Each week brings winter closer, making austerity measures such as
reduced social services and raised utility fees bite harder. Meanwhile, the far
right’s cry will resonate more and more. Perhaps the clearest indicator of this
has come from the way in which some of Ukraine’s bigger parties have taken up
ultranationalist talking points while distancing themselves from Poroshenko. In
early September, Oleh Lyashko, the leader of the Radical Party, which
officially split from Poroshenko’s coalition, denounced the president as Ukraine’s biggest criminal. Poroshenko’s rival Yulia
Tymoshenko went even further, telling the Independent that the administration’s unpopular reforms are going to trigger “an
uncontrolled uprising that could sweep Ukraine away as a country.”

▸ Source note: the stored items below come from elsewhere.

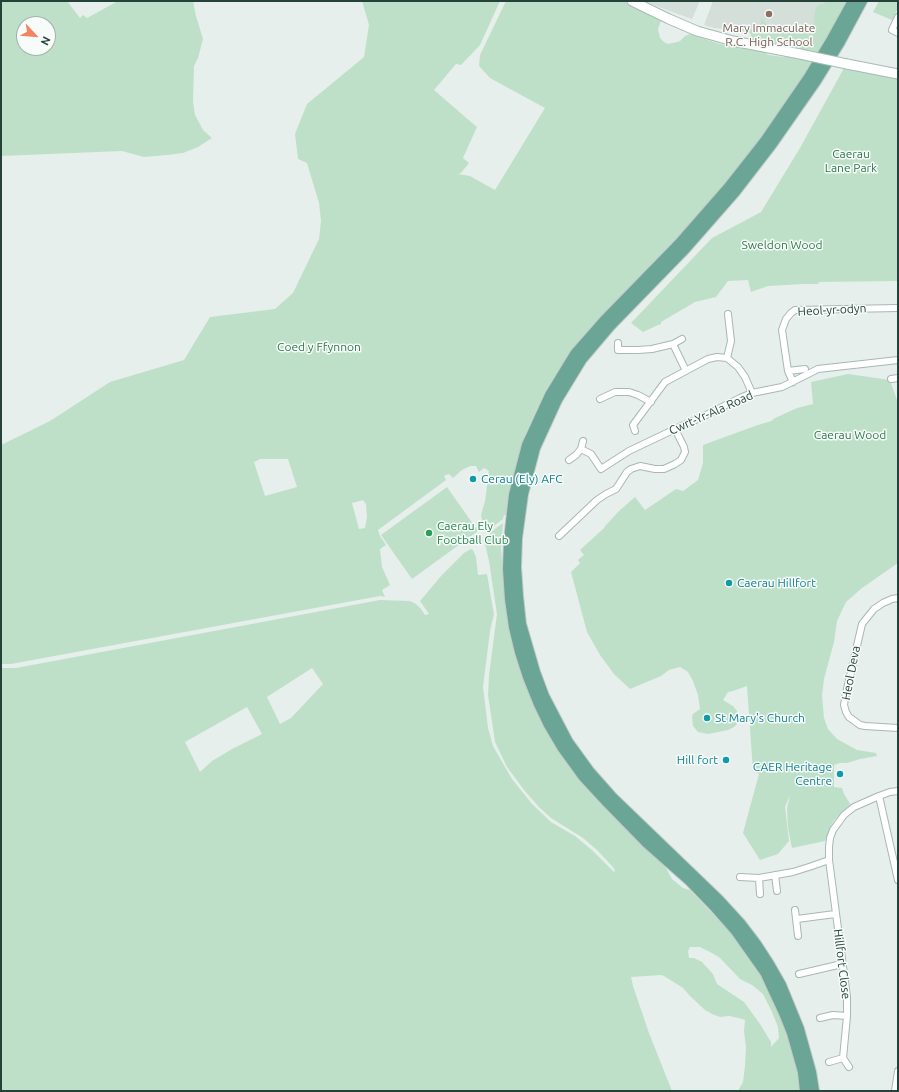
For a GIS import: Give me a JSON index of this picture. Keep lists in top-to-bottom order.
{
  "streets": {
    "street": [
      "Heol-yr-odyn",
      "Cwrt-Yr-Ala Road",
      "Heol Deva",
      "Hillfort Close"
    ]
  },
  "crossings": [
    ["Heol-yr-odyn", "Cwrt-Yr-Ala Road"]
  ],
  "parks": [
    "Caerau Lane Park",
    "Sweldon Wood",
    "Coed y Ffynnon",
    "Caerau Wood"
  ],
  "places": [
    "Mary Immaculate R.C. High School",
    "Cerau (Ely) AFC",
    "Caerau Ely Football Club",
    "Caerau Hillfort",
    "St Mary's Church",
    "Hill fort",
    "CAER Heritage Centre"
  ],
  "north": "bottom right"
}
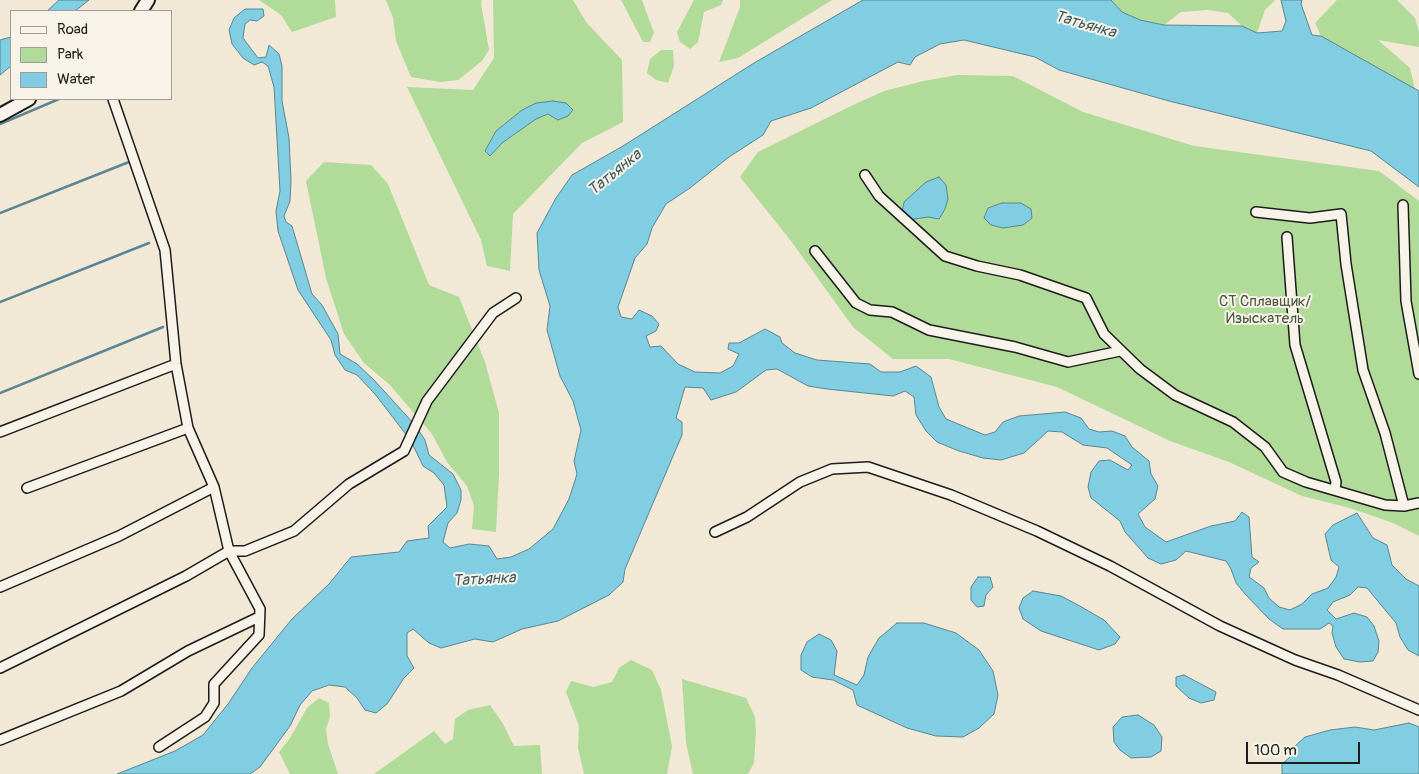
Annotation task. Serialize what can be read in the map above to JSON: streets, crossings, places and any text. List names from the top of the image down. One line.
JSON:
{"water":["Татьянка"],"parks":["СТ Сплавщик/ Изыскатель"],"legend":["Road","Park","Water"],"scale_bar":"100 m"}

This is exactly what the far right needs. Groups like Svoboda function
best when they can mix in with crowds, presenting themselves as fighters
against corruption and injustice; when a crowd is gathered, any imprudent move
on the government’s part will be seen as a move against “the people.” Throngs
of protesters are the far right’s fuel, and once they are in place, the country
has no shortage of explosives.
Under the most optimistic scenario, a far-right uprising would greatly
destabilize Ukraine; Poroshenko wouldn’t be able to continue implementing IMF
reforms if he were busy fending off an armed insurrection in the middle of
Kiev. At worst, this would set off a chain of events that would rapidly turn
the country into a fractured, failed state of 45 million people in the middle
of Europe.
To give democratic Ukraine the best chance to survive, Washington must
minimize the chances of citizens rising up once winter hits. Statements of
solidarity aren’t enough. What’s needed are food, clothing, medicine —
tangible, visible, and immediate relief, all stamped with “Courtesy of Kiev and
the United States” — to ensure that the people of Ukraine continue to believe
that they have a positive future with the West.
This isn’t a novel idea. During the Cold War, the State Department
turned it into an art form. From the Berlin Airlift in 1948 to the
Russian-language Voice of America broadcasts beamed into the Soviet Union
through the 1980s, the United States has a long history of analyzing the
situation on the ground, predicting the needs of the population, and acting to
win over hearts, minds, and stomachs.
America’s current Ukraine policy has mostly neglected this kind of aid.
That’s a shame. Washington has an opportunity to mitigate what the United Nations
describes as an
impending humanitarian disaster while combating the destabilizing power of
Ukraine’s far-right radicals. It’s an opportunity that shouldn’t be ignored,
because if angry, starving people take to the streets of Kiev, the result is
likely to be most unpleasant, both for Ukrainian and American interests in the
region. Meanwhile,
the temperature is continuing to drop.